El filósofo francés Michel Onfray, en su Tratado de ateología, nos brinda una muy interesante reflexión sobre lo que para él significa ser nietzscheano. Asimismo, plantea
 la tarea que le toca ejecutar hoy en día al filósofo nietzscheano en la
 elaboración de una radical transvaluación ateológica, con la finalidad 
de superar el nihilismo contemporáneo:
“Terremoto 
filosófico. Y llegó Nietzsche [...]. Y con él, el pensamiento idealista,
 espiritualista, judeocristiano, dualista, es decir, el pensamiento 
dominante, empieza a preocuparse: su monismo dionisíaco, su lógica de 
las fuerzas, su método genealógico, su ética atea, permiten vislumbrar 
una salida del cristianismo. Por primera vez, un pensamiento 
poscristiano radical y elaborado aparece en el horizonte occidental.
En broma (?), Nietzsche escribe en Ecce homo
 que él divide la historia en dos y que, a la manera de Cristo, hay un 
antes y un después de él… Al filósofo de Sils-Maria le faltan su Pablo y
 su Constantino, su viajante de comercio histérico y su emperador 
planetario para transformar su conversión en metamorfosis del universo, 
lo que no es deseable de ningún modo históricamente hablando. La 
dinamita de su pensamiento representa un peligro demasiado grande para 
esos brutos que son siempre los actores de la historia concreta.

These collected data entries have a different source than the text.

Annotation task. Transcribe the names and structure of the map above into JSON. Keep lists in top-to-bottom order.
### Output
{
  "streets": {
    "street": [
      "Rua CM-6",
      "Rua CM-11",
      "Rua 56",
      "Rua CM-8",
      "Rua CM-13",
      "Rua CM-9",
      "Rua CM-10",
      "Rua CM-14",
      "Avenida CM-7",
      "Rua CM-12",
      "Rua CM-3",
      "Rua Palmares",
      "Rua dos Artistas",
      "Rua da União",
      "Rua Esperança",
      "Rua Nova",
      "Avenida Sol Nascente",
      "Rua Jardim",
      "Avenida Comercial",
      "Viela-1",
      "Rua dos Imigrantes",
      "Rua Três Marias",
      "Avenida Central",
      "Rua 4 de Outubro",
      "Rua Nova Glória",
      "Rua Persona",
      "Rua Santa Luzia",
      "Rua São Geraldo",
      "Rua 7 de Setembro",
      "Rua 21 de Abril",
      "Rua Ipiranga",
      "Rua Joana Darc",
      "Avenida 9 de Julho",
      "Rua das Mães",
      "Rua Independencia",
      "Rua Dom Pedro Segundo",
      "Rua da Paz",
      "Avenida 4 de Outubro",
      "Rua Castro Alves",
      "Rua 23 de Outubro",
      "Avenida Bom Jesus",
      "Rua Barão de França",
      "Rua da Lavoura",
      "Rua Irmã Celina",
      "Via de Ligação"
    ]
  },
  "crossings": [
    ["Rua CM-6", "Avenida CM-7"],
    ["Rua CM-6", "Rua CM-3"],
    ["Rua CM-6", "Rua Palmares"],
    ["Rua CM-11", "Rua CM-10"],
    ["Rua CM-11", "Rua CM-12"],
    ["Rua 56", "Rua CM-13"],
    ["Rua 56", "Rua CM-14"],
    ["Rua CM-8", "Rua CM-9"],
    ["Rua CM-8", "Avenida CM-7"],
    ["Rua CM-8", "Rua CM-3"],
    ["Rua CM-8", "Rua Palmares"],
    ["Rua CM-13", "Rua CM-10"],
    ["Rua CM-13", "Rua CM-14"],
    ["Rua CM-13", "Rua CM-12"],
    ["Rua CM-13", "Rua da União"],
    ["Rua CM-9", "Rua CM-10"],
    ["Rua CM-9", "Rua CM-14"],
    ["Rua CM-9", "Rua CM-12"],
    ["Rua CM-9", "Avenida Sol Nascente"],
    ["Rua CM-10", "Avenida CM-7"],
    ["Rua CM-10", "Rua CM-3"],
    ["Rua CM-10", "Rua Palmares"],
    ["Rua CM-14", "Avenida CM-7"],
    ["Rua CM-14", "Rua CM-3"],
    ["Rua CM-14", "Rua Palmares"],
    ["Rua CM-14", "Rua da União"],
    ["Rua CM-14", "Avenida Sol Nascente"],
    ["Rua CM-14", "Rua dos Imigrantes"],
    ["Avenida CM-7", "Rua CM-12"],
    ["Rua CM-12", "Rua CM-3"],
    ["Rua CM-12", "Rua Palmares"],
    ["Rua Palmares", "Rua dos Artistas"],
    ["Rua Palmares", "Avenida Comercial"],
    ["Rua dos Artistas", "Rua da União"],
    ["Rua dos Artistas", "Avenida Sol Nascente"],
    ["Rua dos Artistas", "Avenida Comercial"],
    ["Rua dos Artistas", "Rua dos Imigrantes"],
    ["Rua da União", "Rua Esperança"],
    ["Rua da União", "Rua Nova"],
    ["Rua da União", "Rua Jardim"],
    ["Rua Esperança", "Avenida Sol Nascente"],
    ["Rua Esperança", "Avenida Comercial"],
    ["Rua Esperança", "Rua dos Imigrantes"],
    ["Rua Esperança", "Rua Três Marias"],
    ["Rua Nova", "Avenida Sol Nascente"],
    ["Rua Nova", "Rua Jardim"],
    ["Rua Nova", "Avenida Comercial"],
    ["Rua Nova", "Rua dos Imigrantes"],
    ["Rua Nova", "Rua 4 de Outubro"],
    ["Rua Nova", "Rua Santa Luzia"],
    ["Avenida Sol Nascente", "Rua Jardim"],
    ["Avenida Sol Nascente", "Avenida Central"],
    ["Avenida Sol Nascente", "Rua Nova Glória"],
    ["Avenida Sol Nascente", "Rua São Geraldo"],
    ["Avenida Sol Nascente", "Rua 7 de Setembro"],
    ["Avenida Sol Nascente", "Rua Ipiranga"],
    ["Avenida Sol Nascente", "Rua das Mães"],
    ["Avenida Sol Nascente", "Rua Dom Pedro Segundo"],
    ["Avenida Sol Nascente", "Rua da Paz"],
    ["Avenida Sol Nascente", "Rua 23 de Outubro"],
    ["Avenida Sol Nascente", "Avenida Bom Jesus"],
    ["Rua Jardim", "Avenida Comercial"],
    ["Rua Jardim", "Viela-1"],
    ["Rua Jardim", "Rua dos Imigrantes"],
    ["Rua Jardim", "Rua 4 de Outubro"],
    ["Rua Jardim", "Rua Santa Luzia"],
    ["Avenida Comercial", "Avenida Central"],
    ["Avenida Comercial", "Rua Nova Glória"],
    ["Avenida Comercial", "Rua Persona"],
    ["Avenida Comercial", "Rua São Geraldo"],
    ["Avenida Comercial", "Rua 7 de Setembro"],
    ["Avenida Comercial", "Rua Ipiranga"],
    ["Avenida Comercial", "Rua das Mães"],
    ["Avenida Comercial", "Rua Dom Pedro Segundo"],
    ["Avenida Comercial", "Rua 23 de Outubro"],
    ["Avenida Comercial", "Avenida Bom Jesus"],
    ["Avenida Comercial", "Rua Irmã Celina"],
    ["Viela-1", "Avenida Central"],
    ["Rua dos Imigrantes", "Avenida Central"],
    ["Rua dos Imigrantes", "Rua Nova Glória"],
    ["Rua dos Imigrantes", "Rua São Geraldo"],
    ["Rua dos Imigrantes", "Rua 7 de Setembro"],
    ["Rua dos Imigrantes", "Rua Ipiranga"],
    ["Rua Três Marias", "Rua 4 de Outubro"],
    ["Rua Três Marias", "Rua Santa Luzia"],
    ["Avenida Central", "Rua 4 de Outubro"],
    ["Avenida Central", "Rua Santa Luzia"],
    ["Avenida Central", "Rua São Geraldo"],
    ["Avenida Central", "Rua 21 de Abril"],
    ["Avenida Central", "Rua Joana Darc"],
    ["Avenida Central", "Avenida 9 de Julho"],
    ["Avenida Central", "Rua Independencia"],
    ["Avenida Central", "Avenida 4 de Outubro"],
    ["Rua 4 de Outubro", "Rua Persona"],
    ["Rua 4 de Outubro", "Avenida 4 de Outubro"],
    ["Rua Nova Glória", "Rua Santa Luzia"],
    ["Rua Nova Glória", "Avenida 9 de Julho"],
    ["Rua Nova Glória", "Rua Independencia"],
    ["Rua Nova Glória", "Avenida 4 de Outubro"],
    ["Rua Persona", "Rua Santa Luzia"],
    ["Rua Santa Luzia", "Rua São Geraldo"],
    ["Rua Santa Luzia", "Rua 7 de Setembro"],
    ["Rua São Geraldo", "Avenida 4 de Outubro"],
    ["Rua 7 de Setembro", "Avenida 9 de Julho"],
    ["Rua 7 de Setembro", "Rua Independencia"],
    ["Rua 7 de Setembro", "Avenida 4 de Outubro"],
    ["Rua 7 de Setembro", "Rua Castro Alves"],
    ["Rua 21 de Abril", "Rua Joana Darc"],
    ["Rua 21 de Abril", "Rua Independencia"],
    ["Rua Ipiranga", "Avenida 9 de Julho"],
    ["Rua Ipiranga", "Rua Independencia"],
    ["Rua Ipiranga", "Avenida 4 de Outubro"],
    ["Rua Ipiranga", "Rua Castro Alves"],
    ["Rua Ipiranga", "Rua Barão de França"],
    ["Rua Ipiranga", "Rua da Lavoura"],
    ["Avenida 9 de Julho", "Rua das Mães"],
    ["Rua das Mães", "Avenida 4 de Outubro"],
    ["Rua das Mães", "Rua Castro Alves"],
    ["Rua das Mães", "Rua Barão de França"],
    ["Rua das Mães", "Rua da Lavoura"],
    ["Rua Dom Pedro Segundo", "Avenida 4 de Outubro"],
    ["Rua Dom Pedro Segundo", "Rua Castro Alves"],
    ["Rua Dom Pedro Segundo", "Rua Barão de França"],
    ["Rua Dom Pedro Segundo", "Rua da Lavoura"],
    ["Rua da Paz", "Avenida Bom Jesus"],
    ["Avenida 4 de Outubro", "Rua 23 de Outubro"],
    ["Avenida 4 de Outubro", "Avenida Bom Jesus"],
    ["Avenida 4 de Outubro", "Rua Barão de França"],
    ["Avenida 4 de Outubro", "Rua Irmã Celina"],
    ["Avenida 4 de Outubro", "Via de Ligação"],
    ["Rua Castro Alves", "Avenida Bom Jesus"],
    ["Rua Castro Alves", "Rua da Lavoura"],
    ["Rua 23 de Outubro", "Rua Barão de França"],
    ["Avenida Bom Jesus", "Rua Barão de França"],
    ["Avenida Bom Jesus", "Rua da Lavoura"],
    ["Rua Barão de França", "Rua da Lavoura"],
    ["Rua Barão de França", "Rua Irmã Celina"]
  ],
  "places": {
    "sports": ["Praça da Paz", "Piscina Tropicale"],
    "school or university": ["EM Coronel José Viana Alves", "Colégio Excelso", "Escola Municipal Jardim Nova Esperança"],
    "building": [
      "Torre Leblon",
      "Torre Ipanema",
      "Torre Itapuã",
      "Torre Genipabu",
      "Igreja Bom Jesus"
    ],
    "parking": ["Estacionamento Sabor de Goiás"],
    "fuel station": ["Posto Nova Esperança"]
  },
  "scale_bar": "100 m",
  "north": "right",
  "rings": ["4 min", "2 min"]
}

Pero en el terreno filosófico, el padre de Zaratustra tiene razón: después de Más allá del bien y del mal y de El Anticristo,
 el mundo ideológico deja de ser el mismo. Nietzsche abre una brecha en 
el edificio judeocristiano. Sin llevar a cabo por sí solo toda la tarea 
ateológica, la hace por fin posible. De ahí surge la utilidad de
 ser nietzscheano. ¿A saber? Ser nietzscheano —lo que no quiere decir 
ser Nietzsche, como creen los imbéciles…— no es tomar por cuenta propia y
 de modo sinuoso las tesis mayores del filósofo: el resentimiento, el 
eterno retorno, el superhombre, la voluntad de poder, la fisiología del 
arte y otros grandes momentos del sistema filosófico. No hay necesidad 
—¿cuál es el interés?— de tomarse por él, creerse Nietzsche, asumir esa 
responsabilidad y luego adjudicarse todo su pensamiento. Sólo las mentes
 pequeñas imaginan eso…
Ser nietzscheano implica pensar a
 partir de él, allí donde la construcción de la filosofía quedó 
transfigurada por su pasaje. Recurrió a discípulos infieles que, por su 
sola traición, demostrarían su fidelidad, quería personas que lo 
obedecieran siguiéndose a sí mismas y a nadie más, ni siquiera a él. 
Sobre todo, no a él. El camello, el león y el niño de Así habló Zaratustra
 enseñan una dialéctica y una poética que debe practicarse: conservarlo y
 sobrepasarlo, recordar su obra, sin duda, pero sobre todo apoyarse en 
ella como quien se apoya en una formidable palanca para mover las 
montañas filosóficas.
De ahí surge una construcción nueva y 
superior para el ateísmo: Meslier niega la divinidad, Holbach 
desarticula el cristianismo; Feuerbach deconstruye a Dios; Nietzsche
 revela la transvaluación: el ateísmo no debe funcionar como un fin 
solamente. Suprimir a Dios, desde luego, pero ¿para qué? Otra moral, 
nueva ética, valores inéditos, impensados porque son impensables, eso es
 lo que la liquidación y la superación del ateísmo permiten. Una tarea 
temible se avecina.
El Anticristo
 habla sobre el nihilismo europeo, el nuestro, por lo demás…, y propone 
una farmacopea para la patología metafísica y ontológica de nuestra 
civilización. Nietzsche da soluciones. Las conocemos y ya tienen más de 
un siglo de vida y de malentendidos. Ser nietzscheano significa 
proponer otras hipótesis, nuevas, posnietzscheanas, pero integrando su 
lucha en la cúspide. Las formas del nihilismo contemporáneo exigen más 
que nunca una transvaluación que supere, de una vez por todas, las 
soluciones y las hipótesis religiosas o laicas que surgen del 
monoteísmo. Zaratustra debe reincorporarse al servicio: sólo el ateísmo 
hace posible la salida del nihilismo.”